Task objective: Word for word, give the listing below again.
+ + + + +
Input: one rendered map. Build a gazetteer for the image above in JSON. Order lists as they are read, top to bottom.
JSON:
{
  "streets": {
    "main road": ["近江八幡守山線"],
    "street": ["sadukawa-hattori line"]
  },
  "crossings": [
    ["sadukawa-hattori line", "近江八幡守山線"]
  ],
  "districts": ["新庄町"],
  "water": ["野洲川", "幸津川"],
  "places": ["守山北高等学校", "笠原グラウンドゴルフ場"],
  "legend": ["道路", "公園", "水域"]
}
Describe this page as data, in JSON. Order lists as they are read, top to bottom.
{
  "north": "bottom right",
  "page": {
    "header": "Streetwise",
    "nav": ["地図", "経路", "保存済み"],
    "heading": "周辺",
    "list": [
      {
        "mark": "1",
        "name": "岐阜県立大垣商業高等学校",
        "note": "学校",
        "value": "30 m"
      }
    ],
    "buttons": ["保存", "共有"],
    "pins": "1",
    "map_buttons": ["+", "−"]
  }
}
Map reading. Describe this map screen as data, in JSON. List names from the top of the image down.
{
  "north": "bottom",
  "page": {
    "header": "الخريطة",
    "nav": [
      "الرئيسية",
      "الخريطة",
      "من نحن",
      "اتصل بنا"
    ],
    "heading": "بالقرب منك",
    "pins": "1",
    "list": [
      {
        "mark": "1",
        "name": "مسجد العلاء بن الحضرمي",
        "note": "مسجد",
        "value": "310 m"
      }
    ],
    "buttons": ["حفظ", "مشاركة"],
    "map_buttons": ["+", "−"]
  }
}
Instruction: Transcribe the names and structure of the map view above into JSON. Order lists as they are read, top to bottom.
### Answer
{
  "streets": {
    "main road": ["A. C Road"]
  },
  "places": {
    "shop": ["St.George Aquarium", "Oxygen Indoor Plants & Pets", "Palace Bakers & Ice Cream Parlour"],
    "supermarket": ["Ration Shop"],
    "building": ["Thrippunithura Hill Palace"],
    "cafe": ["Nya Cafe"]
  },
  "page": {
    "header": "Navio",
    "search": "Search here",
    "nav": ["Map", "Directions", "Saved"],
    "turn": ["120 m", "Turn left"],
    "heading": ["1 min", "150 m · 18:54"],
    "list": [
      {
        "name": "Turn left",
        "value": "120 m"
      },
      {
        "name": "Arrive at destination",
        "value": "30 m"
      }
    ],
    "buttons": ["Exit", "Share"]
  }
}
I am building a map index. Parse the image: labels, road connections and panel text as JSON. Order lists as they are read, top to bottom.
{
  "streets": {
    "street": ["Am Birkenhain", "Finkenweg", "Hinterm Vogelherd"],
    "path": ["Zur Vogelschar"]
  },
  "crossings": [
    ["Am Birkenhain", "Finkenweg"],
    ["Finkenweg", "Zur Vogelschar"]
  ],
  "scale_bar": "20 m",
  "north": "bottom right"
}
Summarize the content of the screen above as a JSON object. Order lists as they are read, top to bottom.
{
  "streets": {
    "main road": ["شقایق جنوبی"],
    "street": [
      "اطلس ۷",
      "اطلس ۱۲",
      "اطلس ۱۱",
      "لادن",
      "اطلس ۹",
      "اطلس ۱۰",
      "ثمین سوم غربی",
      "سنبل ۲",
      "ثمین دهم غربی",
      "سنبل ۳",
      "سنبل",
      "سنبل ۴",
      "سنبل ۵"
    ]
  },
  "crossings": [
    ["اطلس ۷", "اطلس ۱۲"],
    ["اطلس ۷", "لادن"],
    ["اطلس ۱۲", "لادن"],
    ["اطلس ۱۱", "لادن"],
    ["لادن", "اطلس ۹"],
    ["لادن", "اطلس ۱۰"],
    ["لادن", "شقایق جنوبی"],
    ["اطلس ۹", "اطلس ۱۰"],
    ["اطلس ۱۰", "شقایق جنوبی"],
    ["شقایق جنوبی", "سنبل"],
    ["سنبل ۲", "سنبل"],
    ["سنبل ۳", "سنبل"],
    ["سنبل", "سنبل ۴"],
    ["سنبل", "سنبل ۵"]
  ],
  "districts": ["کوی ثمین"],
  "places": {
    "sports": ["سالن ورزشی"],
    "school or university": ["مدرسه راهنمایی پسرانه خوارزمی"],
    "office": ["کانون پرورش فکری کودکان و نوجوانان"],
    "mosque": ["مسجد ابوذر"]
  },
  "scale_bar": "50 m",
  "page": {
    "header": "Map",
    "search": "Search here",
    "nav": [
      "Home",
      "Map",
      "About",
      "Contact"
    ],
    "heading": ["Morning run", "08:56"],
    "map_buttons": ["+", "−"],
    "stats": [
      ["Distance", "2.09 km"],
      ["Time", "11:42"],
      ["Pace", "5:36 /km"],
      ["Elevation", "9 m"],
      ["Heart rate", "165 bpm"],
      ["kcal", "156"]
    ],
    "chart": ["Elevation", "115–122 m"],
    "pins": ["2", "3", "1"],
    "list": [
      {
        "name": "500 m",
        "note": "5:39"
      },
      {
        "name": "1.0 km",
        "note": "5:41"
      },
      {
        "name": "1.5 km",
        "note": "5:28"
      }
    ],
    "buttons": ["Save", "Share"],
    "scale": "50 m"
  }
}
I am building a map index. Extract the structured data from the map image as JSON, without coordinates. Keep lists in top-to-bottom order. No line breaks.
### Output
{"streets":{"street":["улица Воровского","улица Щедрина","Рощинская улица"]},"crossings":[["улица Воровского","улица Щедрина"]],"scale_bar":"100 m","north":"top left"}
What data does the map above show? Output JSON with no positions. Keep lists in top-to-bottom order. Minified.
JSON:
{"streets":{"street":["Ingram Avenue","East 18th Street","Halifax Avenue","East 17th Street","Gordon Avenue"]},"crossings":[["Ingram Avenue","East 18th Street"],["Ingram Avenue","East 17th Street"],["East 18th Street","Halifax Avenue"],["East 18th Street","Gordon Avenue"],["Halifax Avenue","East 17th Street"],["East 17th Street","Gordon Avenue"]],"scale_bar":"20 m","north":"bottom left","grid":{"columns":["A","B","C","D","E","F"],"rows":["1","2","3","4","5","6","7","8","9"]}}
+ + + + +
Your response:
Input: one rendered map. Build a gazetteer for the image above in JSON. Order lists as they are read, top to bottom.
JSON:
{
  "streets": {
    "main road": ["近江八幡守山線"],
    "street": ["sadukawa-hattori line"]
  },
  "crossings": [
    ["sadukawa-hattori line", "近江八幡守山線"]
  ],
  "districts": ["新庄町"],
  "water": ["野洲川", "幸津川"],
  "places": ["守山北高等学校", "笠原グラウンドゴルフ場"],
  "legend": ["道路", "公園", "水域"]
}
Describe this page as data, in JSON. Order lists as they are read, top to bottom.
{
  "north": "bottom right",
  "page": {
    "header": "Streetwise",
    "nav": ["地図", "経路", "保存済み"],
    "heading": "周辺",
    "list": [
      {
        "mark": "1",
        "name": "岐阜県立大垣商業高等学校",
        "note": "学校",
        "value": "30 m"
      }
    ],
    "buttons": ["保存", "共有"],
    "pins": "1",
    "map_buttons": ["+", "−"]
  }
}
Map reading. Describe this map screen as data, in JSON. List names from the top of the image down.
{
  "north": "bottom",
  "page": {
    "header": "الخريطة",
    "nav": [
      "الرئيسية",
      "الخريطة",
      "من نحن",
      "اتصل بنا"
    ],
    "heading": "بالقرب منك",
    "pins": "1",
    "list": [
      {
        "mark": "1",
        "name": "مسجد العلاء بن الحضرمي",
        "note": "مسجد",
        "value": "310 m"
      }
    ],
    "buttons": ["حفظ", "مشاركة"],
    "map_buttons": ["+", "−"]
  }
}
Instruction: Transcribe the names and structure of the map view above into JSON. Order lists as they are read, top to bottom.
### Answer
{
  "streets": {
    "main road": ["A. C Road"]
  },
  "places": {
    "shop": ["St.George Aquarium", "Oxygen Indoor Plants & Pets", "Palace Bakers & Ice Cream Parlour"],
    "supermarket": ["Ration Shop"],
    "building": ["Thrippunithura Hill Palace"],
    "cafe": ["Nya Cafe"]
  },
  "page": {
    "header": "Navio",
    "search": "Search here",
    "nav": ["Map", "Directions", "Saved"],
    "turn": ["120 m", "Turn left"],
    "heading": ["1 min", "150 m · 18:54"],
    "list": [
      {
        "name": "Turn left",
        "value": "120 m"
      },
      {
        "name": "Arrive at destination",
        "value": "30 m"
      }
    ],
    "buttons": ["Exit", "Share"]
  }
}
I am building a map index. Parse the image: labels, road connections and panel text as JSON. Order lists as they are read, top to bottom.
{
  "streets": {
    "street": ["Am Birkenhain", "Finkenweg", "Hinterm Vogelherd"],
    "path": ["Zur Vogelschar"]
  },
  "crossings": [
    ["Am Birkenhain", "Finkenweg"],
    ["Finkenweg", "Zur Vogelschar"]
  ],
  "scale_bar": "20 m",
  "north": "bottom right"
}
Summarize the content of the screen above as a JSON object. Order lists as they are read, top to bottom.
{
  "streets": {
    "main road": ["شقایق جنوبی"],
    "street": [
      "اطلس ۷",
      "اطلس ۱۲",
      "اطلس ۱۱",
      "لادن",
      "اطلس ۹",
      "اطلس ۱۰",
      "ثمین سوم غربی",
      "سنبل ۲",
      "ثمین دهم غربی",
      "سنبل ۳",
      "سنبل",
      "سنبل ۴",
      "سنبل ۵"
    ]
  },
  "crossings": [
    ["اطلس ۷", "اطلس ۱۲"],
    ["اطلس ۷", "لادن"],
    ["اطلس ۱۲", "لادن"],
    ["اطلس ۱۱", "لادن"],
    ["لادن", "اطلس ۹"],
    ["لادن", "اطلس ۱۰"],
    ["لادن", "شقایق جنوبی"],
    ["اطلس ۹", "اطلس ۱۰"],
    ["اطلس ۱۰", "شقایق جنوبی"],
    ["شقایق جنوبی", "سنبل"],
    ["سنبل ۲", "سنبل"],
    ["سنبل ۳", "سنبل"],
    ["سنبل", "سنبل ۴"],
    ["سنبل", "سنبل ۵"]
  ],
  "districts": ["کوی ثمین"],
  "places": {
    "sports": ["سالن ورزشی"],
    "school or university": ["مدرسه راهنمایی پسرانه خوارزمی"],
    "office": ["کانون پرورش فکری کودکان و نوجوانان"],
    "mosque": ["مسجد ابوذر"]
  },
  "scale_bar": "50 m",
  "page": {
    "header": "Map",
    "search": "Search here",
    "nav": [
      "Home",
      "Map",
      "About",
      "Contact"
    ],
    "heading": ["Morning run", "08:56"],
    "map_buttons": ["+", "−"],
    "stats": [
      ["Distance", "2.09 km"],
      ["Time", "11:42"],
      ["Pace", "5:36 /km"],
      ["Elevation", "9 m"],
      ["Heart rate", "165 bpm"],
      ["kcal", "156"]
    ],
    "chart": ["Elevation", "115–122 m"],
    "pins": ["2", "3", "1"],
    "list": [
      {
        "name": "500 m",
        "note": "5:39"
      },
      {
        "name": "1.0 km",
        "note": "5:41"
      },
      {
        "name": "1.5 km",
        "note": "5:28"
      }
    ],
    "buttons": ["Save", "Share"],
    "scale": "50 m"
  }
}
I am building a map index. Extract the structured data from the map image as JSON, without coordinates. Keep lists in top-to-bottom order. No line breaks.
### Output
{"streets":{"street":["улица Воровского","улица Щедрина","Рощинская улица"]},"crossings":[["улица Воровского","улица Щедрина"]],"scale_bar":"100 m","north":"top left"}
What data does the map above show? Output JSON with no positions. Keep lists in top-to-bottom order. Minified.
JSON:
{"streets":{"street":["Ingram Avenue","East 18th Street","Halifax Avenue","East 17th Street","Gordon Avenue"]},"crossings":[["Ingram Avenue","East 18th Street"],["Ingram Avenue","East 17th Street"],["East 18th Street","Halifax Avenue"],["East 18th Street","Gordon Avenue"],["Halifax Avenue","East 17th Street"],["East 17th Street","Gordon Avenue"]],"scale_bar":"20 m","north":"bottom left","grid":{"columns":["A","B","C","D","E","F"],"rows":["1","2","3","4","5","6","7","8","9"]}}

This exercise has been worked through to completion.